▸ **Your goal**
Within the lines below, find those that hold the string "filter" and copy each one.
(Beginning of Data shown)
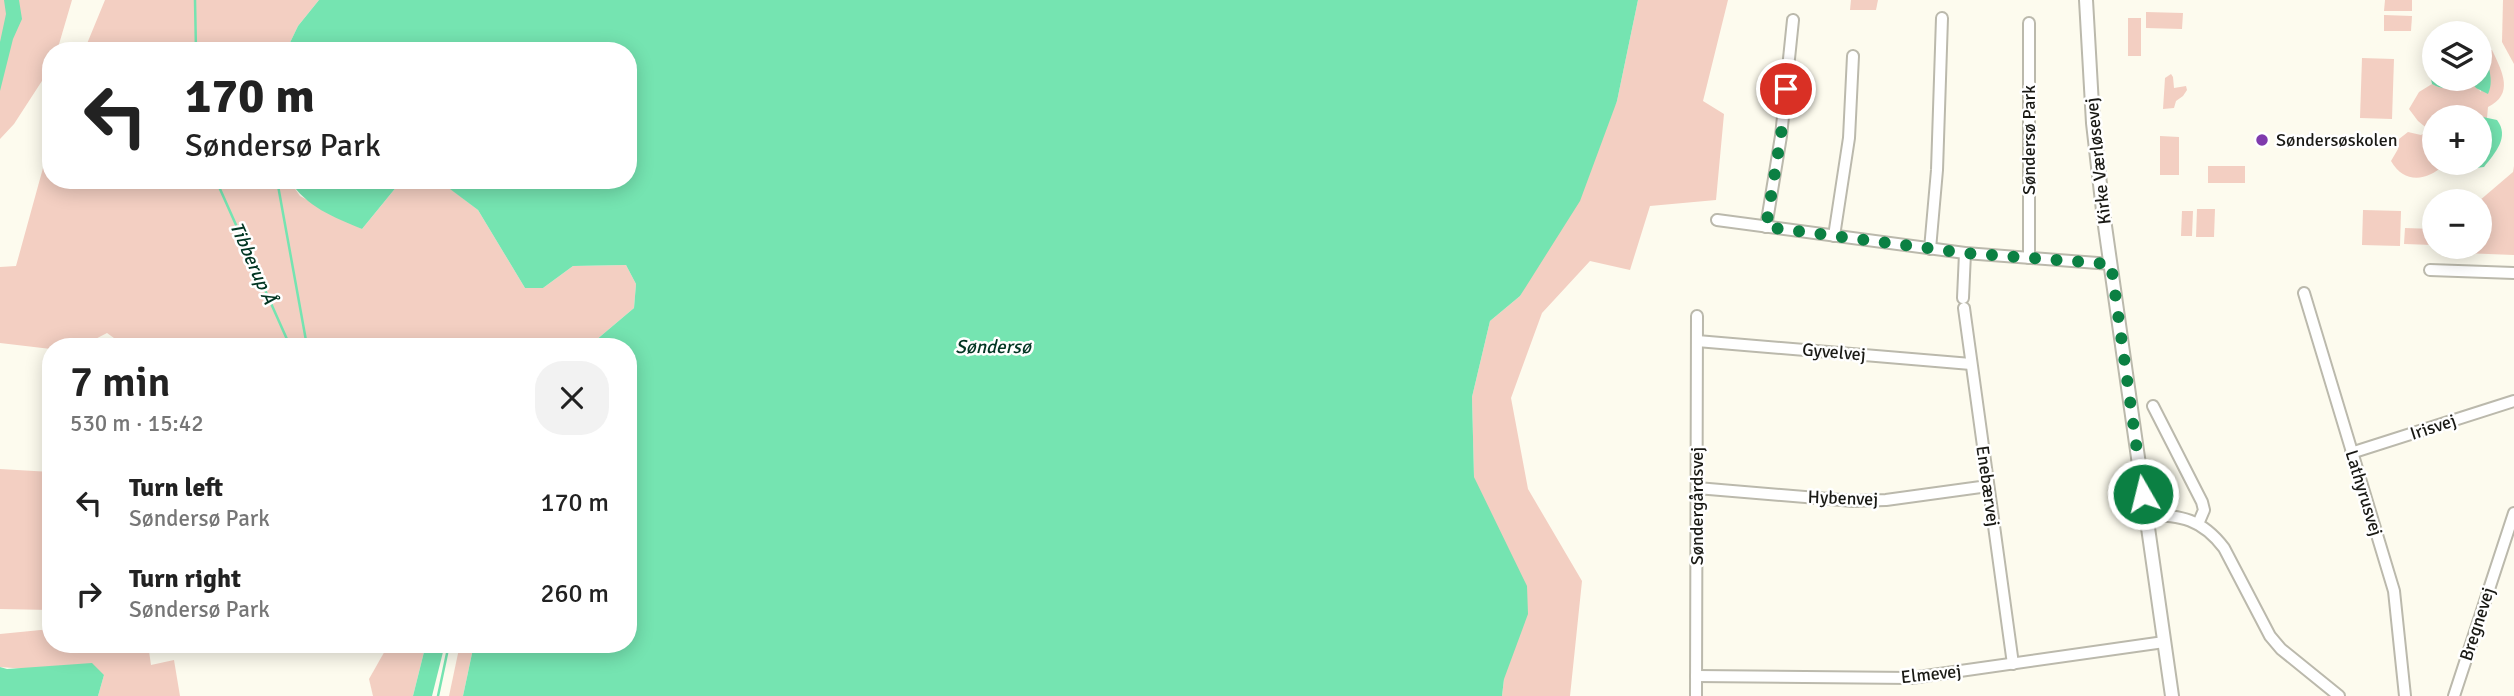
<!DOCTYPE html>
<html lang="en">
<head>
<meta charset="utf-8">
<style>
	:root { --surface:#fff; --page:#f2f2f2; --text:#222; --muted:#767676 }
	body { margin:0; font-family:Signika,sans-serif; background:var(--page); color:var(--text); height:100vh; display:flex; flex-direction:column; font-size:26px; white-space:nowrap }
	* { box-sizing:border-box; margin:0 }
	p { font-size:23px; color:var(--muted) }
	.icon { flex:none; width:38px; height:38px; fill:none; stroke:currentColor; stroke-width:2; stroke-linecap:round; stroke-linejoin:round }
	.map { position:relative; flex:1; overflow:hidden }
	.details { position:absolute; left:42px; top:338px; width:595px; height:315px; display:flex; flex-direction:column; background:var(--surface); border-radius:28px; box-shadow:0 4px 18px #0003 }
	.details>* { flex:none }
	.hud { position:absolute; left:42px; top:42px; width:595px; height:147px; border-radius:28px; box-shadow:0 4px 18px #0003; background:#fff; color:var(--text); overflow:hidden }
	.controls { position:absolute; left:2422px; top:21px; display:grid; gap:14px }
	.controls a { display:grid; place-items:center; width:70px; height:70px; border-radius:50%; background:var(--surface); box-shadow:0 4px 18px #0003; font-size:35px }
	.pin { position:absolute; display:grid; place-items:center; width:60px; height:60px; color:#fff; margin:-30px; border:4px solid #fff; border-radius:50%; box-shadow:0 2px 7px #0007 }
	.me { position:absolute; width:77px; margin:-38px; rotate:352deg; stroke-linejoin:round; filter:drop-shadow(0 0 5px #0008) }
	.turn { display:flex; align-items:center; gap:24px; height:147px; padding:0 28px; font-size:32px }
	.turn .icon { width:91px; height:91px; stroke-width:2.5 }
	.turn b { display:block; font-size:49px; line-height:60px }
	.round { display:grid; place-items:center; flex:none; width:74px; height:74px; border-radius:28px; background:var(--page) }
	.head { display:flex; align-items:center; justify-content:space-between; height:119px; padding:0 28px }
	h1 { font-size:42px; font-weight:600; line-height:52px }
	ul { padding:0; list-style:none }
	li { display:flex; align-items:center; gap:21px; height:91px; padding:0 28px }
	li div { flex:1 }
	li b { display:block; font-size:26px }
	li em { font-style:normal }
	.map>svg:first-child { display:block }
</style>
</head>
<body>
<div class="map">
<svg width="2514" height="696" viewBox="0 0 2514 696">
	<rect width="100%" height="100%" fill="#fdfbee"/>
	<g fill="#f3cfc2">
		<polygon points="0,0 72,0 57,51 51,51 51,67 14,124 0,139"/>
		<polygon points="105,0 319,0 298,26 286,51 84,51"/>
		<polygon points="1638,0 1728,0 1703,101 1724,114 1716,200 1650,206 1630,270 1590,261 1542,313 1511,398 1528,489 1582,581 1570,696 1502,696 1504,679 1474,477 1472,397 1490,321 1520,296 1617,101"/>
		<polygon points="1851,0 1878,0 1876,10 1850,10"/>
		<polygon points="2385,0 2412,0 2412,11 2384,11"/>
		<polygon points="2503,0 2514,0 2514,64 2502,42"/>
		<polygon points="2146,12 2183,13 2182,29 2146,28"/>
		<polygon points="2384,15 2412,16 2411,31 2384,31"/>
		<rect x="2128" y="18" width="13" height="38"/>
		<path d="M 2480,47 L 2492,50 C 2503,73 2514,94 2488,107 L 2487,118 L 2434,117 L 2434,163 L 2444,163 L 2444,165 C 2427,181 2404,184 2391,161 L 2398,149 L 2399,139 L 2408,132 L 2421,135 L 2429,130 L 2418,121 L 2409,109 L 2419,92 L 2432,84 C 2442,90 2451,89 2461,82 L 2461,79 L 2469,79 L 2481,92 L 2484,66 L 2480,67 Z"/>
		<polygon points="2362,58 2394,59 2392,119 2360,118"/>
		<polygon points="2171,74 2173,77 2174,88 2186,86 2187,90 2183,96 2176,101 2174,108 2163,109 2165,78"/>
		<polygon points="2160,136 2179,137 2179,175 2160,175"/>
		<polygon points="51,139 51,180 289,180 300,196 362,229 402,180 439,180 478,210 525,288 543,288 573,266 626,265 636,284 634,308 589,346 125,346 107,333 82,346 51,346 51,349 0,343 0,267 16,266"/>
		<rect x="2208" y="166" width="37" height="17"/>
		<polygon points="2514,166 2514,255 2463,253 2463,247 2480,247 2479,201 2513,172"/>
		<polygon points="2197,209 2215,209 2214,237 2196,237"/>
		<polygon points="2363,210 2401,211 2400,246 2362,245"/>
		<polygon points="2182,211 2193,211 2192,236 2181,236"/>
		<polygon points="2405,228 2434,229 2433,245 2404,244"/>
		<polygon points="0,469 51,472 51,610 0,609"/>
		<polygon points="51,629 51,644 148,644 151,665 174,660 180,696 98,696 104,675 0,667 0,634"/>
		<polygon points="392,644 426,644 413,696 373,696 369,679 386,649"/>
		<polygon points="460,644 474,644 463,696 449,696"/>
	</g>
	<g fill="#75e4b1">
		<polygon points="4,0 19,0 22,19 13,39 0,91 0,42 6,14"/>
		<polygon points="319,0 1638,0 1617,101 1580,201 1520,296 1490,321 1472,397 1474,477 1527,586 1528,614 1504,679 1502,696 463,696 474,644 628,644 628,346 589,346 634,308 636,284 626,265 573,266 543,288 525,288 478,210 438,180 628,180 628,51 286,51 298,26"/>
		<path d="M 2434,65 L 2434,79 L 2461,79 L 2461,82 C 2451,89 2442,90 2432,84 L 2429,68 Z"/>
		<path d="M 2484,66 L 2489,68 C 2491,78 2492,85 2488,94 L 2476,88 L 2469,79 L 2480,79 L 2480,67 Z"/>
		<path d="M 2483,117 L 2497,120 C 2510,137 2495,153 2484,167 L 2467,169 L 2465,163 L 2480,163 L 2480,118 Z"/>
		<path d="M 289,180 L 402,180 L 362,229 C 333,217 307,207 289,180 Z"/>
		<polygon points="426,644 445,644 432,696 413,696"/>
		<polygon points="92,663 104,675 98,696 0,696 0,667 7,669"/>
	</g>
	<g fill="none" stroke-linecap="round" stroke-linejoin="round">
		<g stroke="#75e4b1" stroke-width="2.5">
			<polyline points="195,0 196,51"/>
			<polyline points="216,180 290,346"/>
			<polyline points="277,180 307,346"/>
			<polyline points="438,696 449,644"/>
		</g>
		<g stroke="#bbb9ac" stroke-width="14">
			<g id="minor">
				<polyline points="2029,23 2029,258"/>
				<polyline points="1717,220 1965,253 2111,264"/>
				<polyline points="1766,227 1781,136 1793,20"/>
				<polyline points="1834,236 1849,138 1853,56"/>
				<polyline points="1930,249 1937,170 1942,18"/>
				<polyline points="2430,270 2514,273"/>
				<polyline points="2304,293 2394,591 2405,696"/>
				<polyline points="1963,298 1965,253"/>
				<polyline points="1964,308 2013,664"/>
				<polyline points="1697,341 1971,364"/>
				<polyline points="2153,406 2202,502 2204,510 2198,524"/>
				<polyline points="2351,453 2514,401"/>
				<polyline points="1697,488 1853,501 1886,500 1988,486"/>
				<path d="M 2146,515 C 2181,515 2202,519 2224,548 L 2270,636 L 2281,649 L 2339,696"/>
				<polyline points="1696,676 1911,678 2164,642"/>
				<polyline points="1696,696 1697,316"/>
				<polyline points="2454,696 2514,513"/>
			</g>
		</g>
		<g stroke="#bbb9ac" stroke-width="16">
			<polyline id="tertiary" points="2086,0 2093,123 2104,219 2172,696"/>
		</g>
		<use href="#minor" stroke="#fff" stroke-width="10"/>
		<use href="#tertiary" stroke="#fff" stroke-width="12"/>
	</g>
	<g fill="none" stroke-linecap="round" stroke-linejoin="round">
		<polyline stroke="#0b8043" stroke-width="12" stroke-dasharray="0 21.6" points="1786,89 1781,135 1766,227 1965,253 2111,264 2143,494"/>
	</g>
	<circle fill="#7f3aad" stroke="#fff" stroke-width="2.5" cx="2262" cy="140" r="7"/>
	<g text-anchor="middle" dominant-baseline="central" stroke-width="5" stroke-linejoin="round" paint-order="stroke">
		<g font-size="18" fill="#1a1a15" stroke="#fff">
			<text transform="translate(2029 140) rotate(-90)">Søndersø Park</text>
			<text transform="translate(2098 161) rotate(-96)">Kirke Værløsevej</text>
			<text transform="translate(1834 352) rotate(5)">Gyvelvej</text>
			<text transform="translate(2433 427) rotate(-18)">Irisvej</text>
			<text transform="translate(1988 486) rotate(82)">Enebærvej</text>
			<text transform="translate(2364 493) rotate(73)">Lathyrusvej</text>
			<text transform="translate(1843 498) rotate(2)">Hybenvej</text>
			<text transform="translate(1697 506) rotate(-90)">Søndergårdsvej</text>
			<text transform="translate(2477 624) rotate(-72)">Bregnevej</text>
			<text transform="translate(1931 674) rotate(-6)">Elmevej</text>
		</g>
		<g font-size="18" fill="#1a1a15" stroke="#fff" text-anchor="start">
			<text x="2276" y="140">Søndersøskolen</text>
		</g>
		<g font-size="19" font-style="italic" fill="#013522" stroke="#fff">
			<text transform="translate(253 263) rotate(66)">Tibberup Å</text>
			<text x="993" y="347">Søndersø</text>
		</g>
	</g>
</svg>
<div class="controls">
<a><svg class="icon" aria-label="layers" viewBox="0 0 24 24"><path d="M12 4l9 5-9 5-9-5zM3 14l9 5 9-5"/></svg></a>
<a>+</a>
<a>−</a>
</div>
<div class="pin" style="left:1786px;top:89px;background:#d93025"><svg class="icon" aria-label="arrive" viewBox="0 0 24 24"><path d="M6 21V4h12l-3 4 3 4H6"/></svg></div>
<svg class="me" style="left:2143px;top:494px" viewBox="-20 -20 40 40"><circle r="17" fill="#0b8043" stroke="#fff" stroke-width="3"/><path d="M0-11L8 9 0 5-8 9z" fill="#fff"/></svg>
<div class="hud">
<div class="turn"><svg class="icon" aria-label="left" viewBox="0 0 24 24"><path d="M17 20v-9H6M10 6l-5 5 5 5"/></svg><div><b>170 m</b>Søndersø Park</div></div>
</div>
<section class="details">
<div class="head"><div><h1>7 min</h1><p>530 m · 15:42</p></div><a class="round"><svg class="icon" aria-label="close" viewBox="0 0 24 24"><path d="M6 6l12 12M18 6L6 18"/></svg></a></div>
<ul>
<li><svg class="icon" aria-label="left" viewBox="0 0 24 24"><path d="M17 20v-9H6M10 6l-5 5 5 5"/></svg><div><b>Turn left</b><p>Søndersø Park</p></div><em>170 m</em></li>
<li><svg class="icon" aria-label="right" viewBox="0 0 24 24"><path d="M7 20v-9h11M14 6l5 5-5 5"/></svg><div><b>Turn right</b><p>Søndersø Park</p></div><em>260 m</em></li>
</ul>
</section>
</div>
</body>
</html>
(End of Data shown)
(Beginning of Data shown)
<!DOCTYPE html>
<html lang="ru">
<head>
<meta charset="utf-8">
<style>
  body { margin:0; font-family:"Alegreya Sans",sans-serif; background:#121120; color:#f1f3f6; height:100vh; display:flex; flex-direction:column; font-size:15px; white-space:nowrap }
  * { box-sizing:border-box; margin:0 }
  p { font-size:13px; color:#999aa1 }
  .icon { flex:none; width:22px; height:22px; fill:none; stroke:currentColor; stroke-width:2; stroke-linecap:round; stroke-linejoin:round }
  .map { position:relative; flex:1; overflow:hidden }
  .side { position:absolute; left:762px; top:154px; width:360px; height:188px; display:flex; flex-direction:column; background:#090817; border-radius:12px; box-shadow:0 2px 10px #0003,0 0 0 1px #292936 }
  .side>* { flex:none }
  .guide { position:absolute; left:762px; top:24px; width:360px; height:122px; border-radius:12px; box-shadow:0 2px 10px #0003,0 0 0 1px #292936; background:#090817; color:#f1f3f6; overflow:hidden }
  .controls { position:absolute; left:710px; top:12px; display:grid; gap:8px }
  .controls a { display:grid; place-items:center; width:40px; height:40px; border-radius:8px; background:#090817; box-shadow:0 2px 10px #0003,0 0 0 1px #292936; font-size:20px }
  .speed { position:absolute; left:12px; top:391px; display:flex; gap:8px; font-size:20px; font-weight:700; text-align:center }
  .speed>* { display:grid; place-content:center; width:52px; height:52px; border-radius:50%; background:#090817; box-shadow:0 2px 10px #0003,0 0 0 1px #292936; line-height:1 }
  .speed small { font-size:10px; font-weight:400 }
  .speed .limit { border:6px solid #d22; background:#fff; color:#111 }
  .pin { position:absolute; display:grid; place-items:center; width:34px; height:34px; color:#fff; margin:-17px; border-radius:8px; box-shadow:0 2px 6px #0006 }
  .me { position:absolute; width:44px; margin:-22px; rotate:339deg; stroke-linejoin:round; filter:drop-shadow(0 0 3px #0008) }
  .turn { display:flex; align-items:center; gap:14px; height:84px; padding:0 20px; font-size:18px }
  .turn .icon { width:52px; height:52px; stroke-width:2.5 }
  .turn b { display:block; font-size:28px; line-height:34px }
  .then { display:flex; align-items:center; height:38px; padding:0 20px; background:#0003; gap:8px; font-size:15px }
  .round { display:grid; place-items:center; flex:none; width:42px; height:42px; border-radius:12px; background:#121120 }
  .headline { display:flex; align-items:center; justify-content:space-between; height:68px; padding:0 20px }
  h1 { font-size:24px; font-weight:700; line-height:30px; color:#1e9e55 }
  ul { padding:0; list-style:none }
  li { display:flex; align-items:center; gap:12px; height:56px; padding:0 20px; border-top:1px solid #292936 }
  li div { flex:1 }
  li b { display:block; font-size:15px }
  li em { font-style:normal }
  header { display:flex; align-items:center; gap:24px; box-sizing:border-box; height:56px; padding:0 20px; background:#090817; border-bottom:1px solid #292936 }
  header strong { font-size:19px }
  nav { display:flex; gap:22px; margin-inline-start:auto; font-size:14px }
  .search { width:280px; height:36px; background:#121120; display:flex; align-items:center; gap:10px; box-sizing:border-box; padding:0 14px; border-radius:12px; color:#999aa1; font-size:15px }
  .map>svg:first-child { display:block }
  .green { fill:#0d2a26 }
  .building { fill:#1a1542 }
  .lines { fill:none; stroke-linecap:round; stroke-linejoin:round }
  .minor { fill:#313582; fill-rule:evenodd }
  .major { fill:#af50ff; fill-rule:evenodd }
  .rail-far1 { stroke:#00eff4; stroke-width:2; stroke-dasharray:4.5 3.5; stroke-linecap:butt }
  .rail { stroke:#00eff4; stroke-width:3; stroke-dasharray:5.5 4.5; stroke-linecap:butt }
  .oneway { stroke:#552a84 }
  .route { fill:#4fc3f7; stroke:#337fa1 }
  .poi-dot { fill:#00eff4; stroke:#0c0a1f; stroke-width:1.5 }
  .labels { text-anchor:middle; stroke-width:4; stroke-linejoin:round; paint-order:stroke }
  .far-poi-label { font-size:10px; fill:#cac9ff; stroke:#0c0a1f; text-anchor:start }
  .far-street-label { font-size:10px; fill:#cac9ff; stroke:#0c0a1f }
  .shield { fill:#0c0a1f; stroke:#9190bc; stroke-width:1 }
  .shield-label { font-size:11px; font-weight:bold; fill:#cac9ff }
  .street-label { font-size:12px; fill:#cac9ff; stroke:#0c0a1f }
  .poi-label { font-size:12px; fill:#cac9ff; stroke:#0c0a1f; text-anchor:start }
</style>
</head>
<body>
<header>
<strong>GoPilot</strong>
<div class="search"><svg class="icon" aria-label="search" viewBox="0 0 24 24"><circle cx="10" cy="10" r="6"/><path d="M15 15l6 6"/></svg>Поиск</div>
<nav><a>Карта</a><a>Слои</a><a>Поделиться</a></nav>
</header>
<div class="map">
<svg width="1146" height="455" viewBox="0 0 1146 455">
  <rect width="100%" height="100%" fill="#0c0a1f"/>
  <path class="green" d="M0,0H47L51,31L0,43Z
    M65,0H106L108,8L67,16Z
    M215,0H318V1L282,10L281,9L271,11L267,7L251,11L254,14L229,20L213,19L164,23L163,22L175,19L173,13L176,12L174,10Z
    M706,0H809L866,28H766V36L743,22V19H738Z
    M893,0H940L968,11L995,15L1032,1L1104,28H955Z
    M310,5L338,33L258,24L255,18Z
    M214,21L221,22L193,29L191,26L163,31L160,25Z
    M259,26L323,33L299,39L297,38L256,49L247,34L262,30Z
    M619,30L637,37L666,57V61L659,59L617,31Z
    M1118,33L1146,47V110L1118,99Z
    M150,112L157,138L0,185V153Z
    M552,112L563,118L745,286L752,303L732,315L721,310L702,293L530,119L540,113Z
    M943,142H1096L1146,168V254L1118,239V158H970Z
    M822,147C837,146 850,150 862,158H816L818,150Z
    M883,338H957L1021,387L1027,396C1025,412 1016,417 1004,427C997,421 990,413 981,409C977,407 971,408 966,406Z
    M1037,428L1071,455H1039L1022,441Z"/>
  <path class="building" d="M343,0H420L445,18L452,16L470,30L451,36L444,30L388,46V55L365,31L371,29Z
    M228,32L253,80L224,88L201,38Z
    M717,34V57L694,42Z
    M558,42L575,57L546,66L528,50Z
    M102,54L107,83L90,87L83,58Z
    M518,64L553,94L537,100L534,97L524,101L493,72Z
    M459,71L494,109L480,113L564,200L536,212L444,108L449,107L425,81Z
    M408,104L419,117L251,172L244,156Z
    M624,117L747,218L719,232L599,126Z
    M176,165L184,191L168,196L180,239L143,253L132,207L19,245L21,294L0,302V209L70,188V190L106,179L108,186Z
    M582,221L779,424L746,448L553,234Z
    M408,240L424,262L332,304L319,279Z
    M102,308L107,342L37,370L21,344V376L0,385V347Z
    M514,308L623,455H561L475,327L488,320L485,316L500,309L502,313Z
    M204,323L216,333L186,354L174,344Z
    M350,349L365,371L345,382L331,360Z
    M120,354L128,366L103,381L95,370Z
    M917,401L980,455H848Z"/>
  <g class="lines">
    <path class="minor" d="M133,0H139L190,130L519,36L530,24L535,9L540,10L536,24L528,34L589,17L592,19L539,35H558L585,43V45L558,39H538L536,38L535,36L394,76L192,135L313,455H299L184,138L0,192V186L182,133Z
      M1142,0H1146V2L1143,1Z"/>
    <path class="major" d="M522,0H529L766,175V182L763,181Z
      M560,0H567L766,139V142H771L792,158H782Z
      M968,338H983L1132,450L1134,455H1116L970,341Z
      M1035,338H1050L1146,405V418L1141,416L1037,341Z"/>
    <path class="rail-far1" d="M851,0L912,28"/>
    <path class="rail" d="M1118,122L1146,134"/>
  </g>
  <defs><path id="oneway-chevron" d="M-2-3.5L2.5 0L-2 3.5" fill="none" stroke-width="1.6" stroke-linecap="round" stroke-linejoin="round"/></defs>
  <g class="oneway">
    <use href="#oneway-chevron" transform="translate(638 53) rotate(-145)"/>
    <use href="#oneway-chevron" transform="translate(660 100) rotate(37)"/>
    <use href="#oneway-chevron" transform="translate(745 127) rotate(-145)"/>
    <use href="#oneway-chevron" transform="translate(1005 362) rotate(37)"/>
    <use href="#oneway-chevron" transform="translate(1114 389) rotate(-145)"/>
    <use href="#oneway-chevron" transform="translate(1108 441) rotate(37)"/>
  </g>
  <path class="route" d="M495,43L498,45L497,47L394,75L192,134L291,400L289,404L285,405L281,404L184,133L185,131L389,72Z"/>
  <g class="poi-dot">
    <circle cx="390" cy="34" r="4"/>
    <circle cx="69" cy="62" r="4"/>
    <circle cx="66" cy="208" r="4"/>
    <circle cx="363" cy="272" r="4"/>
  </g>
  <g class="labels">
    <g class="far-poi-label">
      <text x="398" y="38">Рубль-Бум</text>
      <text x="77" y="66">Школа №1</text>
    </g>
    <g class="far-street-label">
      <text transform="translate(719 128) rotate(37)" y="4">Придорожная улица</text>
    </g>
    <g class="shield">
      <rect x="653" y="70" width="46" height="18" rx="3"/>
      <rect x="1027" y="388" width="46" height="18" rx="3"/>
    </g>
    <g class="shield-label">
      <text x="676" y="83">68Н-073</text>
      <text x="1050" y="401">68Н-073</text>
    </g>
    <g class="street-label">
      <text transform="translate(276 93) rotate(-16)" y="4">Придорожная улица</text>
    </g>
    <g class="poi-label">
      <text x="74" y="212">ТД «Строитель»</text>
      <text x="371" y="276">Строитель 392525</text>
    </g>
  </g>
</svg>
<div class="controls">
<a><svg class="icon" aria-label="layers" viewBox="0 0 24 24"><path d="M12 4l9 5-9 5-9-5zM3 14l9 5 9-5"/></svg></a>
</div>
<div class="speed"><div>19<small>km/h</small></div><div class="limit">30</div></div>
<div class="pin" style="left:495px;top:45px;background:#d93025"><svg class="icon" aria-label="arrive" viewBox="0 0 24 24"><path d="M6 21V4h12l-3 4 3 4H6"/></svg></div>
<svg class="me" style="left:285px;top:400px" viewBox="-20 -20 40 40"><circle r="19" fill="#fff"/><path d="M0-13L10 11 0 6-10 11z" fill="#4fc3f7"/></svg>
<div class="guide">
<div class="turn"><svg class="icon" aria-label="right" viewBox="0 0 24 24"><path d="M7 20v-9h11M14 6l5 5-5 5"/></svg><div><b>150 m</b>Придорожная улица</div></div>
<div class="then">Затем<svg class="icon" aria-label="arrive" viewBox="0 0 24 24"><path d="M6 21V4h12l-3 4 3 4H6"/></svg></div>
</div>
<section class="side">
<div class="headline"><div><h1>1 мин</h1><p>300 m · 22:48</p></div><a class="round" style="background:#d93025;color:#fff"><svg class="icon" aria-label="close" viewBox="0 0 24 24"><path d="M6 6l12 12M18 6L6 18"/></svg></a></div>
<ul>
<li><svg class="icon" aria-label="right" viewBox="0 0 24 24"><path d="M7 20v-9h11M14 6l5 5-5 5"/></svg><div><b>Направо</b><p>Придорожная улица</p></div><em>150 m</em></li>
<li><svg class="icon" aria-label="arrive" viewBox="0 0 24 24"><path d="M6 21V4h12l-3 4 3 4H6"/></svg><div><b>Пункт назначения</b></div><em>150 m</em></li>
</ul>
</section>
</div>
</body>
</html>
(End of Data shown)
▸ **Output for this task**
	.me { position:absolute; width:77px; margin:-38px; rotate:352deg; stroke-linejoin:round; filter:drop-shadow(0 0 5px #0008) }
  .me { position:absolute; width:44px; margin:-22px; rotate:339deg; stroke-linejoin:round; filter:drop-shadow(0 0 3px #0008) }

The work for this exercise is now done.